**Dataset entries:**
= = = =

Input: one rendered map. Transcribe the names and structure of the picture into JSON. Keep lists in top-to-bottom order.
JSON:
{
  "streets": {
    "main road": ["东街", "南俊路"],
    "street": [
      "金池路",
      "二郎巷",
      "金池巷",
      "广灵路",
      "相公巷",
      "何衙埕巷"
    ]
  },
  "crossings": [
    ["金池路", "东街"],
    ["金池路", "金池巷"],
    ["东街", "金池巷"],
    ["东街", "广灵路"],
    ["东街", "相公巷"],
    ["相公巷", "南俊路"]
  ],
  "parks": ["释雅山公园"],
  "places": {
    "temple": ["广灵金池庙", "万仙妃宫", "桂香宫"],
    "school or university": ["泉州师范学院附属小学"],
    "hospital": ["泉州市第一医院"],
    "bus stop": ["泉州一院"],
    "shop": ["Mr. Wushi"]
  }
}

= = = =

**EXERCISE OBJECTIVE:** Transcribe each entry. Leave nothing out.

**WRITTEN SOLUTION:**
Input: one rendered map. Transcribe the names and structure of the picture into JSON. Keep lists in top-to-bottom order.
JSON:
{
  "streets": {
    "main road": ["东街", "南俊路"],
    "street": [
      "金池路",
      "二郎巷",
      "金池巷",
      "广灵路",
      "相公巷",
      "何衙埕巷"
    ]
  },
  "crossings": [
    ["金池路", "东街"],
    ["金池路", "金池巷"],
    ["东街", "金池巷"],
    ["东街", "广灵路"],
    ["东街", "相公巷"],
    ["相公巷", "南俊路"]
  ],
  "parks": ["释雅山公园"],
  "places": {
    "temple": ["广灵金池庙", "万仙妃宫", "桂香宫"],
    "school or university": ["泉州师范学院附属小学"],
    "hospital": ["泉州市第一医院"],
    "bus stop": ["泉州一院"],
    "shop": ["Mr. Wushi"]
  }
}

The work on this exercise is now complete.